The result is a more streamlined, aerodynamic craft that cuts down on edges and gaps - features that can increase radar detection.
Additionally it cuts down the number of moving and electrical parts in both military and civil aircraft, affecting cost, reliability, weight, efficiency and maintenance.
(Excerpt) Read more at telegraph.co.uk ...
ML/NJ
Of course so is a lot of LO technology so may be it's something the operator would already have to consider.
“The DEMON was developed around a concept called ‘’fluidic flight control’’ and is designed to forgo the use of conventional mechanical elevators and ailerons, or flaps. “
Back when I was in airplane school, we’d laugh at presstitute “experts” who made idiotic statements like this...
There are no flaps on this plane. Those are not flaps that you see there.
F-16, perhaps as it is inherently unstable, but not the F-15 or F-18.
Loss of power does not cause an issue, per se, it is the loss of hydraulic power, as the flight controls are hydraulically actuated. Lose an engine, windmilling keeps some hydraulic pressure and ensures some flight control.
Just to be clear.
Already done.
Al Haynes/UA 232.
Worked out fine, except for that little problem of losing a third of your passengers and can’t use the airplane again.
Technically, they are called ailerons. See how they are offset, on the right up and on the left down.. to cause a roll. There is no rudder (vertical stabilizer), tailplane (horizontal stabilizer) or "flaps" which are extended to increase lift on take-off and landing.
For what, it is unmanned.
Beat me to it.
Sure looks like it has flaps to me.
I think that the aircraft most definitely has some control surfaces that are deflected in a conventional manner. But it also has a few that do not deflect but are hooked up to tubes for blowing.
The aircraft seems to just be a technology test-bed where conventional control surfaces can be swapped out for the forced-air kind.
F-117.
It is only a series of computers voting on how to interpret pilot requests that differentiate planes like the F-117 from a tumbling brick.
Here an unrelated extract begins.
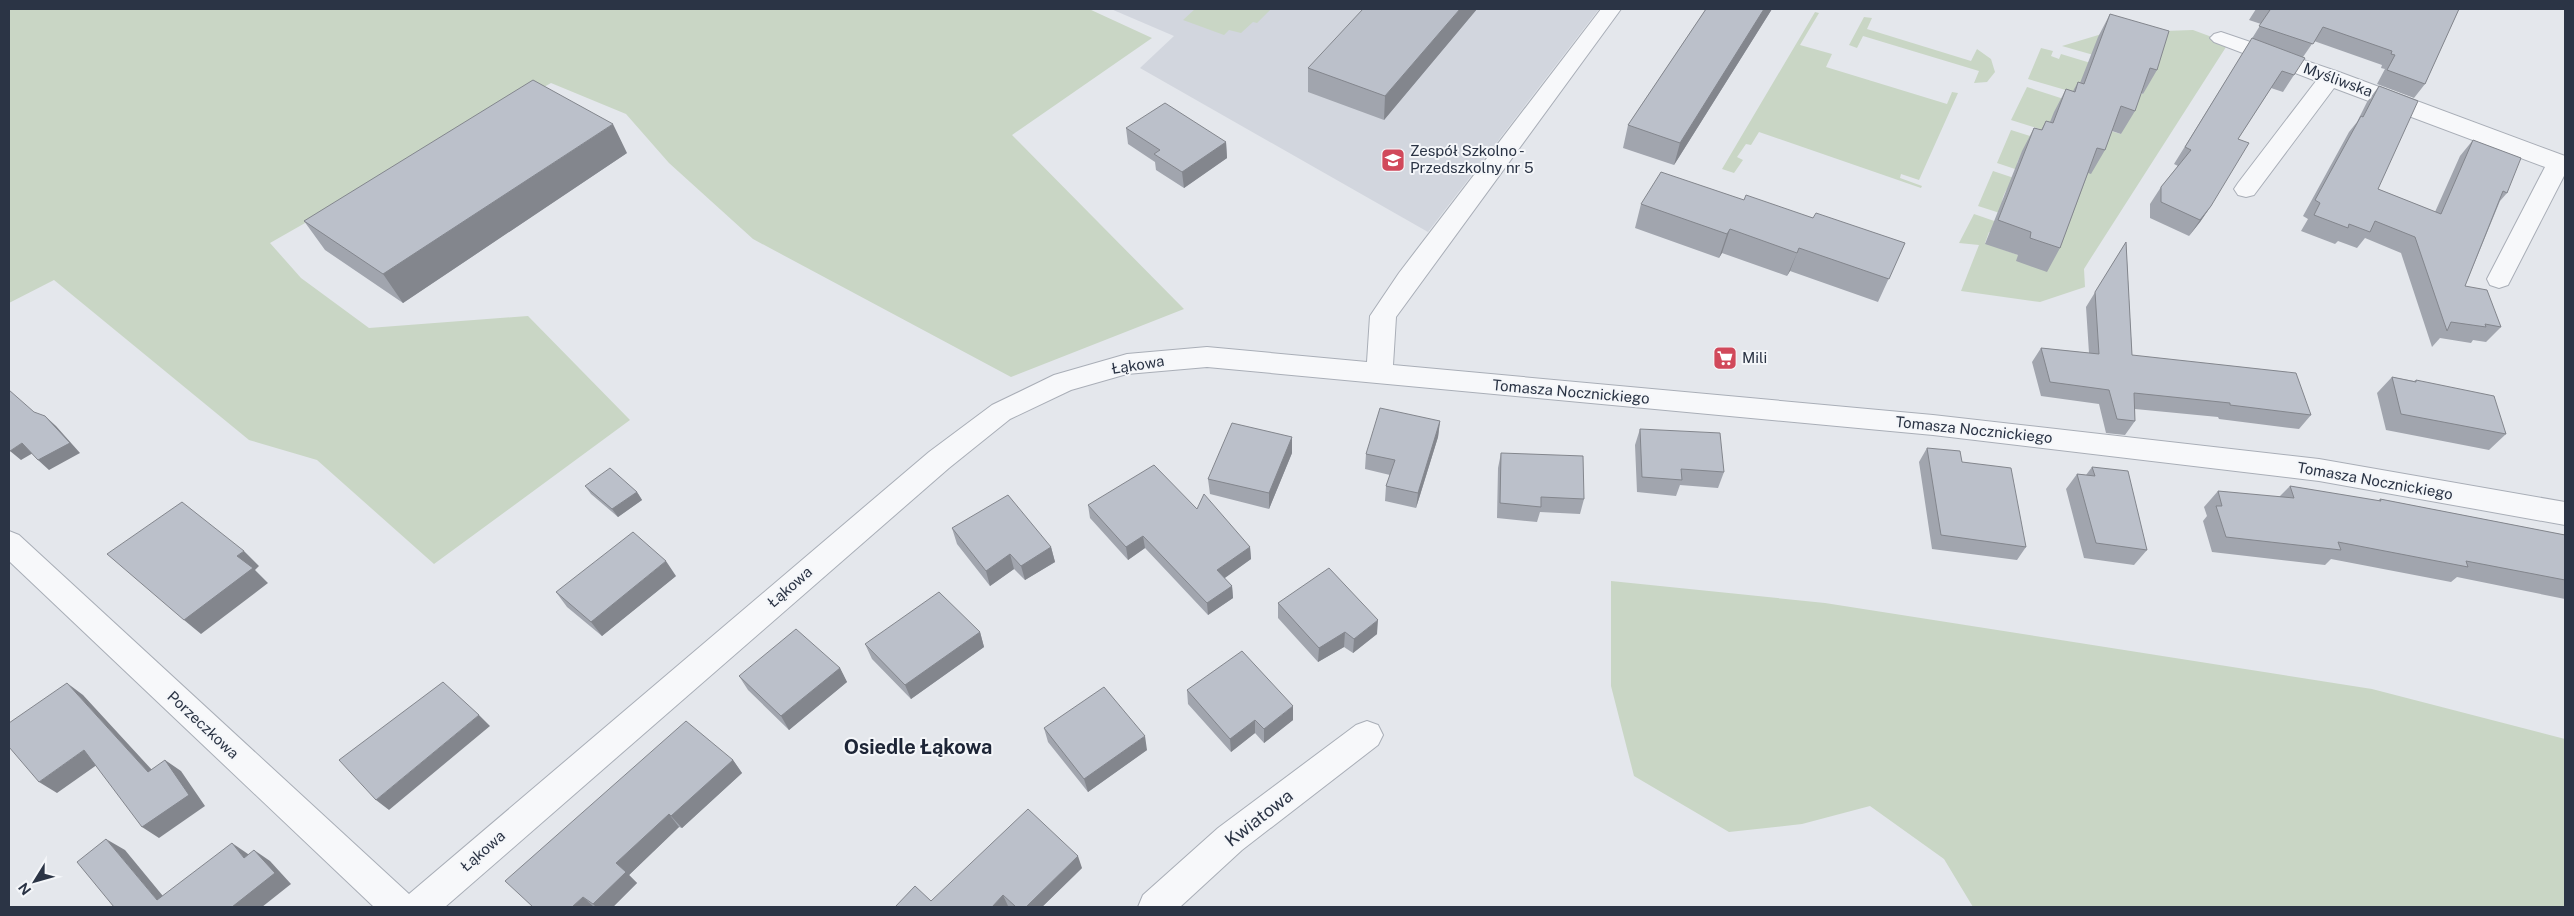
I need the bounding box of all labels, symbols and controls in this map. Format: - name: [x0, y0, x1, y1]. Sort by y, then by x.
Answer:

If it loses power, it becomes a lawn dart
Aircraft don’t use flaps to “manoeuvre” with, they use ailerons, rudder and elevator. Flaps increase lift allowing steeper approach and departure angles without increasing airspeed requirements.
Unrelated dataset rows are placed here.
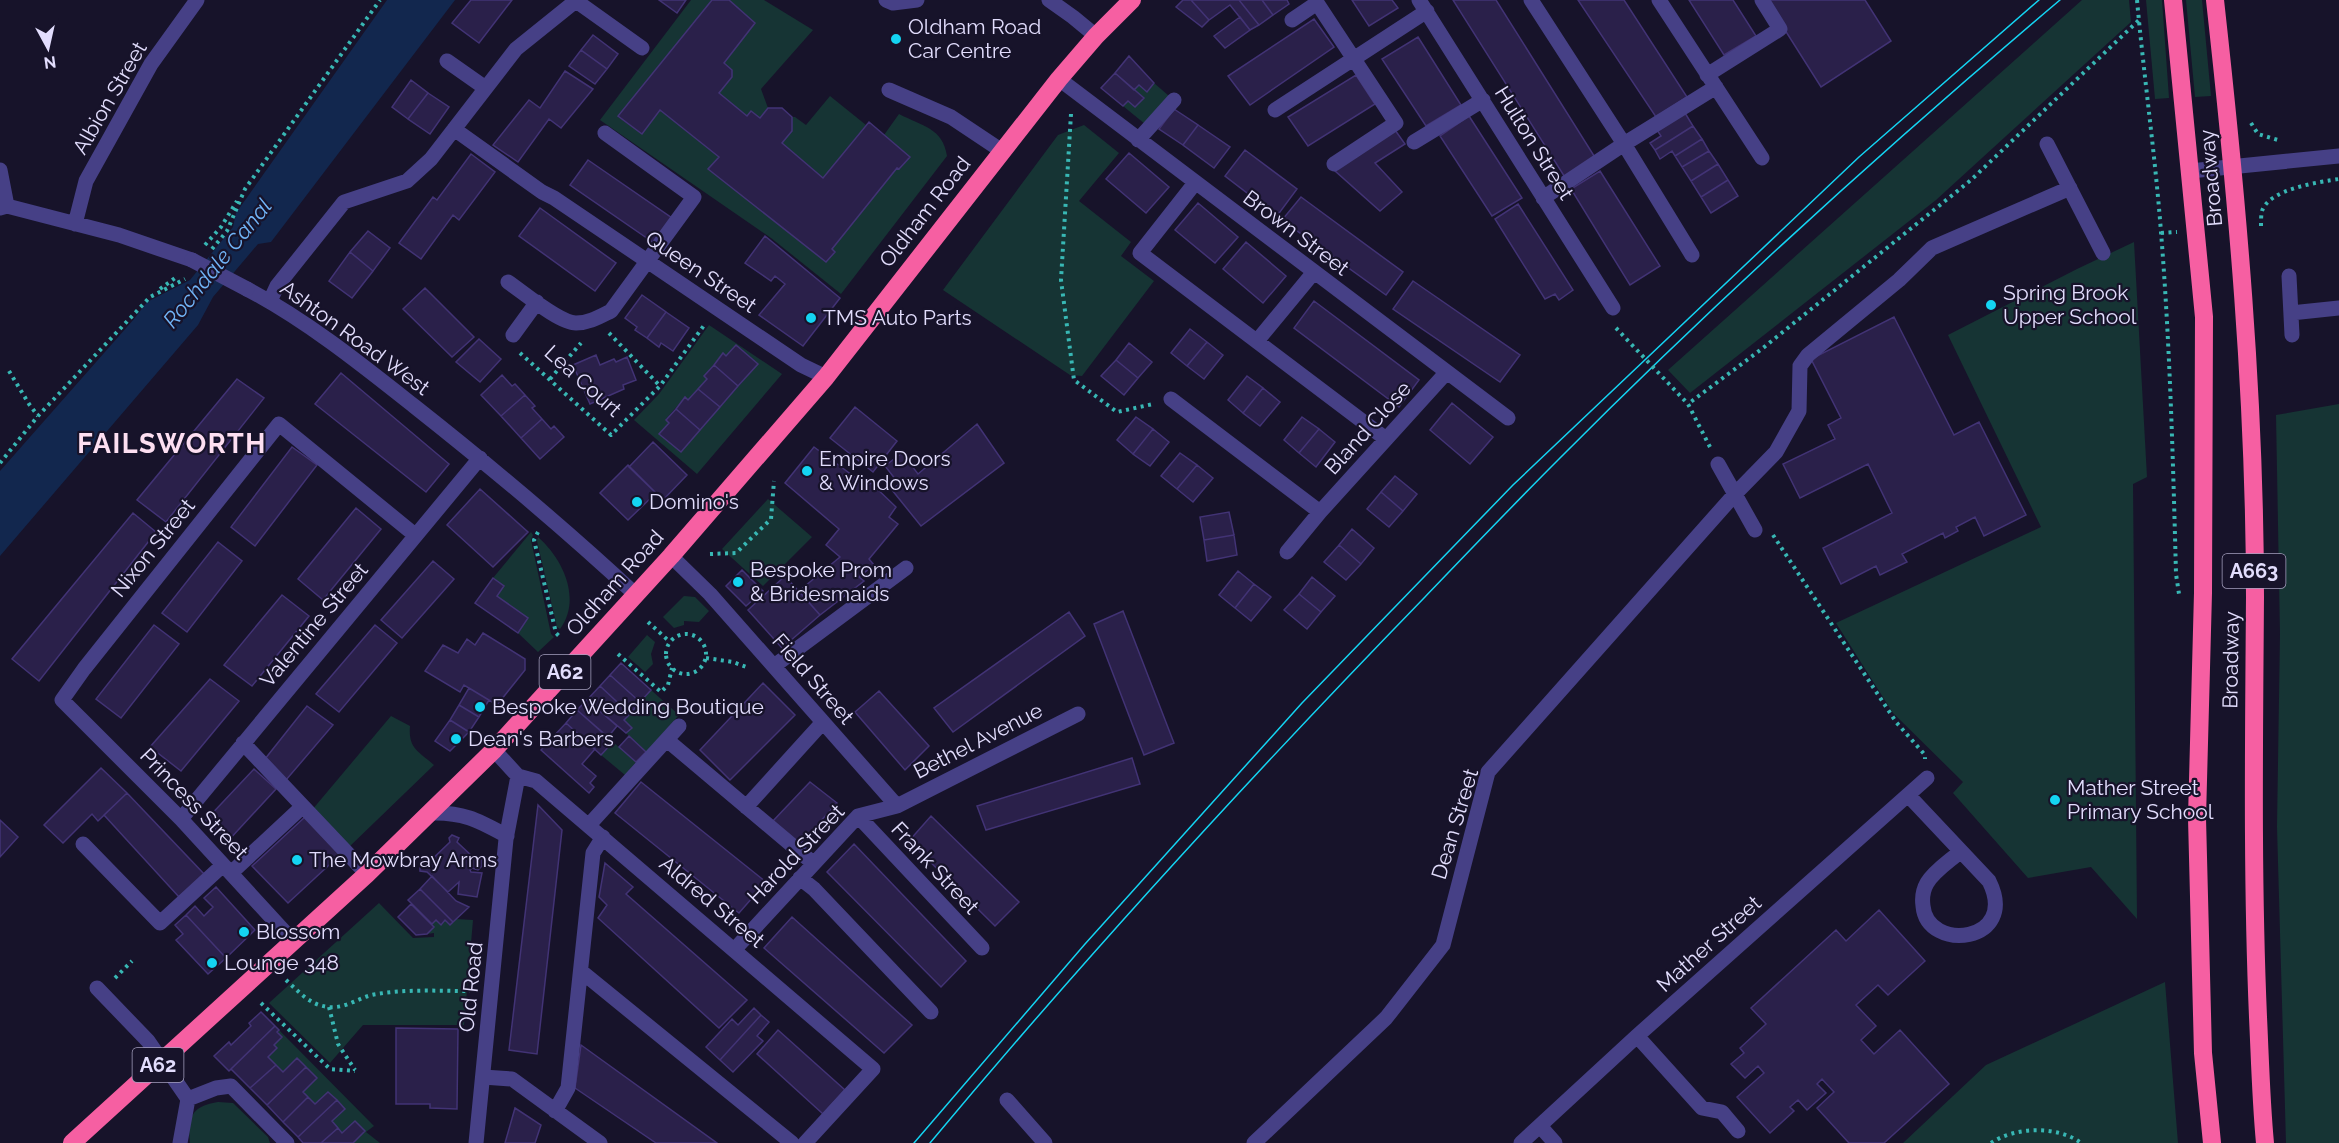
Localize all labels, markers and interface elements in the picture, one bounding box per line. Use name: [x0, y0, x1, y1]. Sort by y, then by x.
place label: Oldham Road Car Centre: [908, 14, 1041, 63]
north arrow: [18, 18, 78, 78]
marker: Oldham Road Car Centre: [889, 32, 903, 46]
street label: Albion Street: [67, 37, 152, 158]
text: N: [43, 52, 57, 73]
street label: Hulton Street: [1490, 81, 1579, 204]
street label: Broadway: [2194, 128, 2227, 228]
street label: Oldham Road: [874, 151, 975, 272]
street label: Brown Street: [1238, 185, 1354, 281]
water label: Rochdale Canal: [157, 193, 277, 333]
street label: Queen Street: [641, 225, 762, 318]
street label: Ashton Road West: [276, 275, 435, 400]
place label: Spring Brook Upper School: [2003, 280, 2137, 329]
marker: Spring Brook Upper School: [1984, 298, 1998, 312]
place label: TMS Auto Parts: [823, 305, 972, 330]
marker: TMS Auto Parts: [804, 311, 818, 325]
street label: Lea Court: [540, 340, 627, 422]
street label: Bland Close: [1319, 376, 1416, 479]
district label: FAILSWORTH: [77, 428, 267, 459]
place label: Empire Doors & Windows: [819, 446, 951, 495]
marker: Empire Doors & Windows: [800, 464, 814, 478]
place label: Domino's: [649, 489, 739, 514]
street label: Nixon Street: [105, 493, 200, 602]
marker: Domino's: [630, 495, 644, 509]
street label: Oldham Road: [561, 525, 669, 641]
road number: A663: [2222, 554, 2286, 588]
street label: Valentine Street: [254, 557, 373, 692]
place label: Bespoke Prom & Bridesmaids: [750, 557, 892, 606]
marker: Bespoke Prom & Bridesmaids: [731, 575, 745, 589]
street label: Broadway: [2217, 611, 2244, 709]
street label: Field Street: [767, 628, 859, 729]
road number: A62: [540, 655, 590, 689]
place label: Bespoke Wedding Boutique: [492, 694, 764, 719]
street label: Bethel Avenue: [909, 697, 1046, 784]
marker: Bespoke Wedding Boutique: [473, 700, 487, 714]
place label: Dean's Barbers: [468, 726, 614, 751]
marker: Dean's Barbers: [449, 732, 463, 746]
street label: Princess Street: [135, 743, 254, 864]
street label: Dean Street: [1426, 765, 1483, 882]
place label: Mather Street Primary School: [2067, 775, 2214, 824]
marker: Mather Street Primary School: [2048, 793, 2062, 807]
street label: Harold Street: [742, 799, 849, 909]
street label: Frank Street: [886, 816, 985, 919]
place label: The Mowbray Arms: [309, 847, 497, 872]
street label: Aldred Street: [655, 851, 770, 953]
marker: The Mowbray Arms: [290, 853, 304, 867]
street label: Mather Street: [1651, 890, 1766, 997]
place label: Blossom: [256, 919, 340, 944]
marker: Blossom: [237, 925, 251, 939]
street label: Old Road: [453, 941, 488, 1033]
place label: Lounge 348: [224, 950, 339, 975]
marker: Lounge 348: [205, 956, 219, 970]
road number: A62: [132, 1048, 184, 1082]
Power loss indicates it is “Time for a quick trip around the beads and ‘over the side’.”
I wouldn't be surprised if these actually functioned as "flaperons" the inner surfaces acting more like flaps on take-off and landing and still being available for in-flight attitude correction. I believe they are far more important than the writer implies because they are likely are extremely important to making it possible for the thing to fly.
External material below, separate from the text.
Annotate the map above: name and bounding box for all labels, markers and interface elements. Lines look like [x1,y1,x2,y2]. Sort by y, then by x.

However, On the leading edge you can almost see holes so they could be controlling the flow of air across this as some older low speed takeoff and landing craft did in the past. The white section is most probably fixed and has air piped to it as well, you can see the holes on the trailing edge in this section and the air hoses.
These probably give two different sets of holes airflow based on wanting to bias the wing to lift or descend. This is probably what they are going on about. In at speed stable flying, the "flaperons" just act like wing surface and control is provided by altering the ducting of air to these surfaces.
Statement I was responding to was encompassing, which as you know, is not true.
Thanks for clarifying your statement.